Tose, who died Tuesday, was a man with a heart of gold and a lot of money. He owned the Philadelphia Eagles and was the driving force behind the Ronald McDonald House program, which gives families a place to live while their children are in the hospital.

Frank Dolson, former sports editor at the Philadelphia Inquirer, once wrote: "Some people collect stamps for a hobby. Others buy antiques. Tose's hobby is spending money."

But Tose had a dark side. He had a tragic gambling problem. He once estimated that he lost as much as $50 million gambling, and it got to the point where he had to sell the Eagles in 1985 for financial reasons.
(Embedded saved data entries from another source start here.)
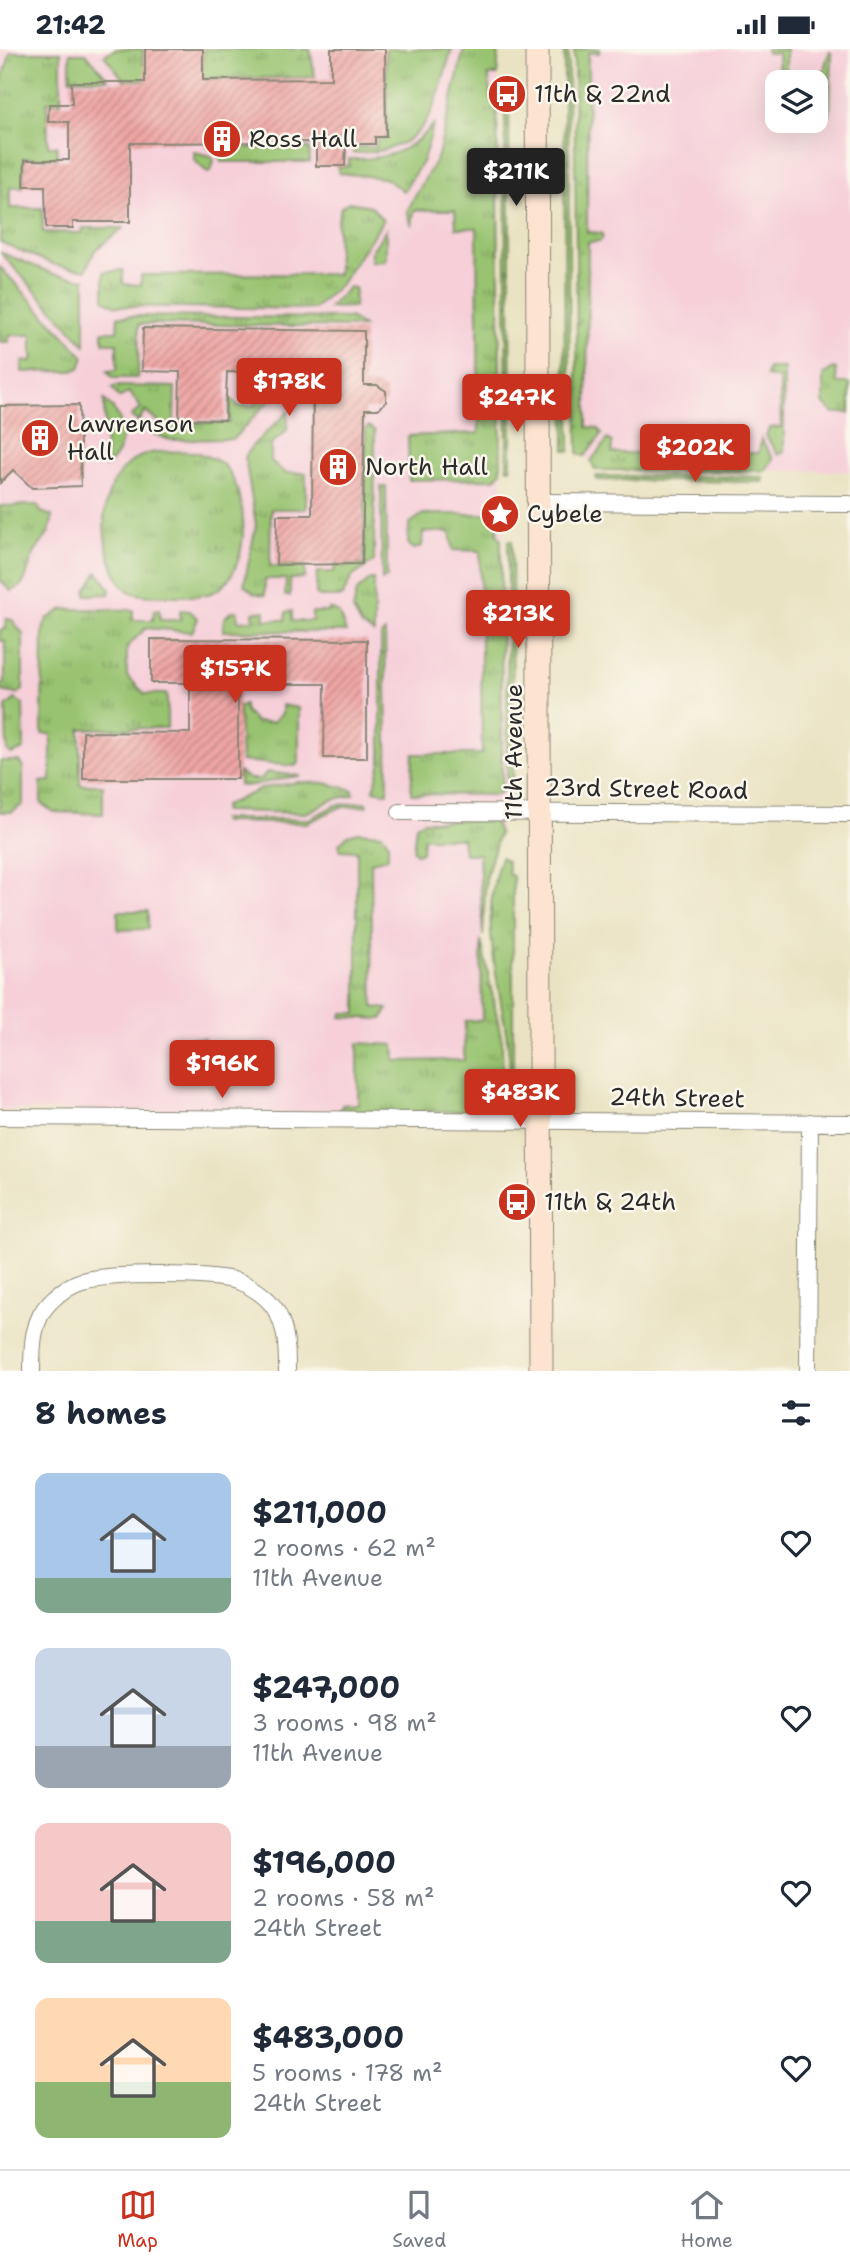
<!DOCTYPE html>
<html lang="en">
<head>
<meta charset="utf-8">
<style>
  body { margin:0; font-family:"Shantell Sans",sans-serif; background:#f6f6f7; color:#1f2937; height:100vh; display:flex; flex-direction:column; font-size:26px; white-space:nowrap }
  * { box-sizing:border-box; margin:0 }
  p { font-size:23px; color:#747a83 }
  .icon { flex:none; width:38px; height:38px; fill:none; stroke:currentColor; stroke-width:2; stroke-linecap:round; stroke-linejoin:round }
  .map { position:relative; height:1322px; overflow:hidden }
  .panel { display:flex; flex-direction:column; background:#fff; flex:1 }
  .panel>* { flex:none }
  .tools { position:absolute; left:765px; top:21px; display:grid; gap:14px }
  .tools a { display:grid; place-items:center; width:63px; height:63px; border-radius:14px; background:#fff; box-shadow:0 7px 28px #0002; font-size:35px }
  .price { position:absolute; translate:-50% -60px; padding:0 16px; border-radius:7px; background:#c8321e; color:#fff; font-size:23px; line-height:46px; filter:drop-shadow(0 2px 4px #0008) }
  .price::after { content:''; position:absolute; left:50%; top:42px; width:21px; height:16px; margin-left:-10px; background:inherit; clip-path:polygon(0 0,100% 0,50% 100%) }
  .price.on { background:#222; color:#fff }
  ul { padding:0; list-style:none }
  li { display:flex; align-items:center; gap:21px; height:175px; padding:0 35px }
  li span { display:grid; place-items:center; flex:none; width:196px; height:140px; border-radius:14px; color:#555 }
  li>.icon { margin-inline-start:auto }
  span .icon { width:84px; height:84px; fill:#fffc; stroke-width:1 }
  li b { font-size:30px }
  h2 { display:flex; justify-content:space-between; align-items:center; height:84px; padding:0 35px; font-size:30px }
  .status { display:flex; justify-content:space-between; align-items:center; height:49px; padding:0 35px; background:#fff; direction:ltr }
  .status svg { height:19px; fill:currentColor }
  .tab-bar { display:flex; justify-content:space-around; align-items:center; height:98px; border-top:2px solid #e0e1e3; background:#fff; font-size:19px; color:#747a83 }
  .tab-bar a { display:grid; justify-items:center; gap:4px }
  .tab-bar .on { color:#c8321e }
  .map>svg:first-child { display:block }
  .built { fill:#f6cfd9; fill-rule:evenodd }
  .grass { fill:url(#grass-tufts); stroke:#62774e; stroke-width:2 }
  .building { fill:url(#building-hatch) }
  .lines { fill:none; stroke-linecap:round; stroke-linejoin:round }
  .street-casing { stroke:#8a8777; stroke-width:18 }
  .secondary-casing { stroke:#8a8777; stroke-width:25 }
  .street { stroke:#fff; stroke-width:16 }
  .secondary { stroke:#fde4d0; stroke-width:23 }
  .labels { text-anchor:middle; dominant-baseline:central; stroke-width:5; stroke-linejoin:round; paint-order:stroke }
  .poi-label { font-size:24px; fill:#2b2b2b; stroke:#fbf7ec; text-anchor:start }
  .street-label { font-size:24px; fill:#2b2b2b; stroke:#fbf7ec }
</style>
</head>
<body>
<div class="status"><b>21:42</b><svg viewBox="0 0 49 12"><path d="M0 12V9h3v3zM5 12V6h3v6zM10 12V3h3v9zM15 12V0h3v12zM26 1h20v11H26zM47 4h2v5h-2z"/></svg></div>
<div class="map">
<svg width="850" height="1322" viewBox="0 0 850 1322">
  <defs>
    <pattern id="grass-tufts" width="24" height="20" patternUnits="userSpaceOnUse" patternTransform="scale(1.75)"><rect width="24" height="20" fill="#98c370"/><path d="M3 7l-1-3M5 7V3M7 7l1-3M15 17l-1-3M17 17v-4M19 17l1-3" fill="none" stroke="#7c9f5c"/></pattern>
    <pattern id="building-hatch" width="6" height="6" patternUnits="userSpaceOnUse" patternTransform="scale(1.75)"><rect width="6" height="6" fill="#eea5a4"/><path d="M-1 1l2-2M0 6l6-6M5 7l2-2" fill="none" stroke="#c18786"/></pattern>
  </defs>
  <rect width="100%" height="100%" fill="#fbf7ec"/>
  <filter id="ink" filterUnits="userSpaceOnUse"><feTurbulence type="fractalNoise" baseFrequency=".0143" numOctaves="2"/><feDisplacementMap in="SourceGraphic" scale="14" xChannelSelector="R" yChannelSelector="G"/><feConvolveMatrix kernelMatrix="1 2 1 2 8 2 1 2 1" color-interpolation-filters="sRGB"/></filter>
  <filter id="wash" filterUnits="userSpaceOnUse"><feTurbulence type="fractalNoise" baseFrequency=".00686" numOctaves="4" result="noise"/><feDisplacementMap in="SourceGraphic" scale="28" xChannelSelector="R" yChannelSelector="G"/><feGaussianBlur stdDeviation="1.57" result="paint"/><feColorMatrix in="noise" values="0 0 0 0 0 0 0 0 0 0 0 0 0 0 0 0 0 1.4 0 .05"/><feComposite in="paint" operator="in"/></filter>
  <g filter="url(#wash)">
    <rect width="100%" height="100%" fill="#eae3c3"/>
    <path class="built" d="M 0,0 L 498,0 L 505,741 L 499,784 L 486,828 L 481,891 L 502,992 L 504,1048 L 337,1065 L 0,1061 Z
      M 574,0 L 850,0 L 850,422 L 595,421 L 585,407 L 578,405 ZM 777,33 L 816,33 L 816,72 L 777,72 Z"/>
    <path class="grass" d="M 116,0 L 143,0 L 143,15 L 168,16 L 169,31 L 124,31 L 104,6 Z
      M 203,0 L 310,0 L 315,28 L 203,30 Z
      M 386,0 L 452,0 C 433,60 431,104 353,104 L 353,98 L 376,98 L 377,90 L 387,89 Z
      M 464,0 L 498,0 L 498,26 L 489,26 L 490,49 L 497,49 L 501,423 L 495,430 L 409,431 L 408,387 L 479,384 L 477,179 L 456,179 L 455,161 L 414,161 L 412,177 L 407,162 L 438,107 Z
      M 564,0 L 568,0 L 570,402 L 565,401 Z
      M 574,0 L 600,0 L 599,4 L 588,4 L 587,183 L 601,184 L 603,188 L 600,192 L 588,193 L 587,378 L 598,379 L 602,385 L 585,407 L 578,405 Z
      M 766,0 L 786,0 L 786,33 L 779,33 L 778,4 L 767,4 Z
      M 11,3 L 61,3 L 61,53 L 47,53 L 48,97 L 57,97 L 57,109 L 24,109 L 23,138 L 10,138 L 10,159 L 42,159 L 43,183 L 82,184 L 83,179 L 123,179 L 95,201 L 86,221 L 55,216 L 0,193 L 0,37 Z
      M 830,3 L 832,6 L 830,66 C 819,55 822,16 830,3 Z
      M 70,4 L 86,4 L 108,30 L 70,30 Z
      M 509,49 L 511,419 L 507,419 L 505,50 Z
      M 434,75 L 423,111 L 404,142 L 384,129 L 339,124 L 338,118 L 349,117 L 349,110 C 384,111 411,103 434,75 Z
      M 207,98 L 309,99 L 310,113 L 221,113 L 218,104 Z
      M 194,103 L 211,107 L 214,112 L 211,122 L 208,124 L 194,111 Z
      M 349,153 L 371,157 L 383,171 L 341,235 L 314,260 L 116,257 L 104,250 L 104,223 L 123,221 L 123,235 L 141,236 L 141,226 L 338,225 L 337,175 L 341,158 Z
      M 386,180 L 386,212 L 371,213 L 371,203 Z
      M 0,203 L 54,225 L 85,230 L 85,296 Z
      M 0,218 L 84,308 L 80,319 L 72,322 L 22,323 L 22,313 L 32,312 L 32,286 L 9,286 L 9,293 L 0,293 Z
      M 349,238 L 355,239 L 354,258 L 329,259 Z
      M 118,267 L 350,269 L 363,278 L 139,275 L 138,329 L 113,329 L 107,322 L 117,321 L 117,294 L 103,294 L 103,282 L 117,282 Z
      M 768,319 L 784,319 L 784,403 L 778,406 L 766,387 L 769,379 L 781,378 L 780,330 L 766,327 Z
      M 833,319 L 836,320 L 837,334 L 850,334 L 850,364 L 833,364 L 823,354 L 823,326 Z
      M 116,337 L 175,338 L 174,373 L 229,374 L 230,349 L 238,357 L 253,357 L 261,349 L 272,349 L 233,390 L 170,391 L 154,385 L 161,375 L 145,362 L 138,373 L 131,367 L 141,359 L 129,343 L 119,349 L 112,339 Z
      M 104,351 C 128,370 128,398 106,418 Z
      M 288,363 L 287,382 L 271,395 L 271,412 L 285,424 L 306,424 L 306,460 L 271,460 L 270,517 L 305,517 L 305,529 L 290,530 L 290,547 L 285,547 L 286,530 L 265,530 L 265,546 L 254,544 L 244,536 L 256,476 L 245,408 L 253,396 Z
      M 369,377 L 375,382 L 374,512 L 352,528 L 342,548 L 320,548 L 316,545 L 317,523 L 334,523 L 335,517 L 364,516 L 366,379 Z
      M 608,390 L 612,393 L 612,404 L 759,404 L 761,390 L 773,410 L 765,422 L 595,421 L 591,412 Z
      M 197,403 C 206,409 218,408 227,420 C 248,450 250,509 224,536 C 212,548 194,547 179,547 C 163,546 139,550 126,540 C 119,534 114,521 111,512 C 99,478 101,434 134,411 C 152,399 177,403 197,403 Z
      M 596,427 L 764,428 L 763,433 L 596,431 Z
      M 381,438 L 386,438 L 387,528 L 382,531 Z
      M 37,456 L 41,463 L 52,467 C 52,487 41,491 33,507 C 26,521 29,536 11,542 L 0,531 L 0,457 Z
      M 500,465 L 497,484 L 501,491 L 502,740 L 497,746 L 411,745 L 413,705 L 482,705 L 480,502 L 453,501 L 450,483 L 423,483 L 422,497 L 414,500 L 408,495 L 409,475 L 423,465 Z
      M 508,492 L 512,492 L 513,736 L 507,736 Z
      M 98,523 L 110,540 L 109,545 L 86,546 L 86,541 Z
      M 371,530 L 374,530 L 374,584 L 362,577 L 353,561 L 357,542 Z
      M 63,560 L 133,561 L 133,571 L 153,571 L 154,561 L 159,561 L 160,571 L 180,571 L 180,561 L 190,562 L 198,570 L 192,583 L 146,579 L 127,598 L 127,627 L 145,645 L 167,645 L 167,679 L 80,680 L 80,736 L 103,736 L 103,765 L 53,763 L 41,754 L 41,733 L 51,732 L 51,685 L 42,685 L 43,581 L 47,570 Z
      M 329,560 L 339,564 L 346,583 L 223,582 L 224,569 L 232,562 L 237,562 L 238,572 L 253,571 L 253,563 L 265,562 L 265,571 L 285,571 L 286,563 L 292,562 L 292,572 L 312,572 L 312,563 L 328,563 Z
      M 6,570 L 12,571 L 23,585 L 23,641 L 17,645 L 0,642 L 0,636 L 5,635 L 5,592 L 0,592 L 0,581 L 6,580 Z
      M 385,583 L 388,744 L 374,741 L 381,712 L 381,586 Z
      M 15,650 L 23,655 L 24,700 L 11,705 L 7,702 L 6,658 Z
      M 244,656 L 245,663 L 256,673 L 273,673 L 282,664 L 282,656 L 299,659 L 299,713 L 295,717 L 241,712 L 239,658 Z
      M 0,712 L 19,712 L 23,718 L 23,755 L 12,763 L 0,763 Z
      M 239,723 L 250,730 L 261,730 L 267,723 L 301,727 C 285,727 248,740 239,736 Z
      M 298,733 L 325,734 L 353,741 L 354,746 L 331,751 L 306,764 L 223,762 L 224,757 L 263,739 Z
      M 366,753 L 367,757 L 341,758 L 307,774 L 222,773 L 221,770 L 309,770 L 336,756 Z
      M 482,771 L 494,771 L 499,784 L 486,828 L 483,887 L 479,805 L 464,805 L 462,789 L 423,789 L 422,803 L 416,805 L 413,801 L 416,776 L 424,772 Z
      M 358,783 L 382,785 L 388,793 L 388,809 L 371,813 L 373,958 L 388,960 L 382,970 L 341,968 L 343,964 L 357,964 L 357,802 L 340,801 L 339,795 L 348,786 Z
      M 501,808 L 507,812 L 509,826 L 513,827 L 513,1042 L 510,1040 C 513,960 472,888 501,808 Z
      M 118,862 L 148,862 L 148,880 L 118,881 Z
      M 481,891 L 502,992 L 503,1062 L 339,1063 L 342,1056 L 358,1055 L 358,994 L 394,996 L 395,1012 L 464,1011 L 465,972 L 482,971 Z
      M 173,989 L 204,989 L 204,1008 L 173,1008 Z"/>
    <g id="blocks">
      <path class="building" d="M 145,0 L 203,0 L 203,31 L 331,30 L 331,0 L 385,0 L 386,88 L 375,88 L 375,95 L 346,95 L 345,117 L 316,117 L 316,93 L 130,94 L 130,173 L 73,173 L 73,179 L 46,179 L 45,137 L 24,137 L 25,111 L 69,111 L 69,73 L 48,73 L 49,55 L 72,55 L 71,33 L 145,33 Z
        M 143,279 L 364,282 L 364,336 L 377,336 L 386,342 L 386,353 L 378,360 L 365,360 L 362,515 L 276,516 L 277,466 L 312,466 L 313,325 L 227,323 L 225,371 L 179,370 L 180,323 L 142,322 Z
        M 79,356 L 81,437 L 32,439 L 13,421 L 0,434 L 0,357 Z
        M 151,590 L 367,591 L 367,709 L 324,709 L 325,635 L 238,635 L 238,730 L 83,730 L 83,683 L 190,684 L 190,634 L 151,634 Z"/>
    </g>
  </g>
  <g filter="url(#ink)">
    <use href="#blocks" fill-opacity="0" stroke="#8a8777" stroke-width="2"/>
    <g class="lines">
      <g class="street-casing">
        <path id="street" d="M 539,453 L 850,455
          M 400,763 L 850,765
          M 0,1068 L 850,1074
          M 32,1322 C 32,1298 32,1270 51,1252 C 59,1244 71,1235 82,1232 C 111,1224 208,1224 237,1232 C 250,1236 268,1248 275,1260 C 287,1278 287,1301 287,1322
          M 808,1322 L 810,1073"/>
      </g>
      <g class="secondary-casing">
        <path id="secondary" d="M 537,0 L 541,1322"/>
      </g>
      <use href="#street" class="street"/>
      <use href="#secondary" class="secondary"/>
    </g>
  </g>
  <defs>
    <g id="bus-disc" transform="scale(2.0125)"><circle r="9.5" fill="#c8321e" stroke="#fbf7ec"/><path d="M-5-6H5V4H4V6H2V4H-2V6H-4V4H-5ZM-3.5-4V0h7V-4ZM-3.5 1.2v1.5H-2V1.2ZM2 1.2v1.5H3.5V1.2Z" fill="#fff"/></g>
    <g id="building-disc" transform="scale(2.0125)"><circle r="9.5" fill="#c8321e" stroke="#fbf7ec"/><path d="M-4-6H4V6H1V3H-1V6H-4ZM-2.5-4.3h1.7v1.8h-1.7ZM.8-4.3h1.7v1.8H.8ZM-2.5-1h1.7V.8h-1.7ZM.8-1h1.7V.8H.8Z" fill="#fff"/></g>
    <g id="sight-disc" transform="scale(2.0125)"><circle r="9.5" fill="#c8321e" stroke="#fbf7ec"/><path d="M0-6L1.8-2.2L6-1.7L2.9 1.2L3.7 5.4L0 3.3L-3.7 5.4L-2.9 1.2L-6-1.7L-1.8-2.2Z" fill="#fff"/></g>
  </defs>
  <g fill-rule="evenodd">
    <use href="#bus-disc" x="507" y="45"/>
    <use href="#building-disc" x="222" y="90"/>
    <use href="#building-disc" x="40" y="389"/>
    <use href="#building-disc" x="338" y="418"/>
    <use href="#sight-disc" x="500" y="465"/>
    <use href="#bus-disc" x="517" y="1153"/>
  </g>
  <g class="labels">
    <g class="poi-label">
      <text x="534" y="45">11th &amp; 22nd</text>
      <text x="249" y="90">Ross Hall</text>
      <text x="67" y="375">Lawrenson<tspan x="67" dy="28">Hall</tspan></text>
      <text x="365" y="418">North Hall</text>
      <text x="527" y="465">Cybele</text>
      <text x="544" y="1153">11th &amp; 24th</text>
    </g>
    <g class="street-label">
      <text transform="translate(514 703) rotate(-90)">11th Avenue</text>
      <text transform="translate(646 740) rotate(1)">23rd Street Road</text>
      <text transform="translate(677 1049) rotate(1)">24th Street</text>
    </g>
  </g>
</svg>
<div class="tools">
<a><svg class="icon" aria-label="layers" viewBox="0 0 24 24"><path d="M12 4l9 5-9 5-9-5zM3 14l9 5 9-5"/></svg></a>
</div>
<b class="price on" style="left:516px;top:159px">$211K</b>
<b class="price" style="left:289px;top:369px">$178K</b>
<b class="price" style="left:517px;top:385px">$247K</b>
<b class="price" style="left:695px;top:435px">$202K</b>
<b class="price" style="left:518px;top:601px">$213K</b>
<b class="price" style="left:235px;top:656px">$157K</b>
<b class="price" style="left:222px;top:1051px">$196K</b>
<b class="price" style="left:520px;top:1080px">$483K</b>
</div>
<section class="panel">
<h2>8 homes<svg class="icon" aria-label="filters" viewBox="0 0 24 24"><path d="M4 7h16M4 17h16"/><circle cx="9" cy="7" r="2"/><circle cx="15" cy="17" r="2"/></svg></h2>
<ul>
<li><span style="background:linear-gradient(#a9c7e8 75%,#7fa58c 0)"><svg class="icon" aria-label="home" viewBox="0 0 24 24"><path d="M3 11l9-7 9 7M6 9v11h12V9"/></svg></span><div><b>$211,000</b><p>2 rooms · 62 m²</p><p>11th Avenue</p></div><svg class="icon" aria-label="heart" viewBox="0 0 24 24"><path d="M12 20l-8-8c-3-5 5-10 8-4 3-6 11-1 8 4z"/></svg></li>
<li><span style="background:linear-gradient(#c9d6e8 70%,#9aa5b1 0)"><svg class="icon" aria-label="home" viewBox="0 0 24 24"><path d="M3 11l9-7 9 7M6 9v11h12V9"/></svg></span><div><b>$247,000</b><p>3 rooms · 98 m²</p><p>11th Avenue</p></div><svg class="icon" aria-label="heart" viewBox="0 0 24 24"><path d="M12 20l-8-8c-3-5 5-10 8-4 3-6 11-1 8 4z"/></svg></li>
<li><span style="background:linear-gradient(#f6c9c9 70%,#7fa58c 0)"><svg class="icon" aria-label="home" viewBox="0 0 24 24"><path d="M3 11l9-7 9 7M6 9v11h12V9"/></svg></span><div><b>$196,000</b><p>2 rooms · 58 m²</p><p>24th Street</p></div><svg class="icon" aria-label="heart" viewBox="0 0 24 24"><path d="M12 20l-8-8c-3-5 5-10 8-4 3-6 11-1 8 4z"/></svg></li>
<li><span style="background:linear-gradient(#ffd9b3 60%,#8fb573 0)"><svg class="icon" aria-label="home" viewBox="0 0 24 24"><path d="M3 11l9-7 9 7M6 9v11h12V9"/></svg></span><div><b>$483,000</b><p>5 rooms · 178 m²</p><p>24th Street</p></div><svg class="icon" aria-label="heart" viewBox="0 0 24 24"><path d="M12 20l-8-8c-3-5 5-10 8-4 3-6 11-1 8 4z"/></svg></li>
</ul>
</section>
<nav class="tab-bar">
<a class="on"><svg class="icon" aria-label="map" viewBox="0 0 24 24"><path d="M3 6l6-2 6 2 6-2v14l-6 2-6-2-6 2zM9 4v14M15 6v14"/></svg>Map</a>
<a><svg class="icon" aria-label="saved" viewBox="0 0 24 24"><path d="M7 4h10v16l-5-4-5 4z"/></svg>Saved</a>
<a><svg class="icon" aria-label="home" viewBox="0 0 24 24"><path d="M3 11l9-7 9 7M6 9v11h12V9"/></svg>Home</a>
</nav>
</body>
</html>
"I made every mistake you can make," he said in April 2002. "I sit here and think of all the mistakes I made. You'd need a big book to put them all in."

During that time he learned that one of his players' children had leukemia, so he bankrolled the "Eagles Fly for Leukemia" program.

The only thing that meant more to Tose than his Eagles was gambling and helping others.

Tose lived to help others, and Riccio is a young man in need of help.

Riccio, a high school junior in New Jersey, had a bright future in sports until two months ago. He was a preseason all-American for juniors in baseball, and he was unbeaten in wrestling in 26 matches.

Until Feb. 23, when he sustained a severe neck injury after falling awkwardly in a wrestling match.

Riccio is paralyzed below the neck with no feeling or movement in his arms or legs. The vertebrae are out of place and his spinal cord was bruised and swelled.

But because of people like Tose, Riccio has hope. He already has received a visit from Superman.

Christopher Reeve, who played Superman in the movies, visited Riccio in the hospital.

Riccio may not be Superman, but they're calling him "The Ultimate Warrior." The nickname for his high school team is Warriors.

There will be a banquet in Riccio's honor next month with an auction to help raise funds for his family.

People from all around the country have responded. A Web site, carlricciotrust .com, has been set up with a message board. Riccio's parents read him the messages every night.

What relevance does this have to Jackson? Nothing, except that with today's technology, any of us can help someone in need from hundreds of miles away.

Contributions may be made by mailing funds to the Carl Riccio Special Needs Trust, P.O. Box 4422, Warren, N.J., 07059.

Those on the Internet may leave messages at the Web site listed earlier.

Leonard Tose isn't around to help, but there are plenty of people like him who can and will help.

Riccio's future is unknown, but by all accounts he has an incredibly positive attitude and plenty of support. He just needs more, and who knows, he might just beat it.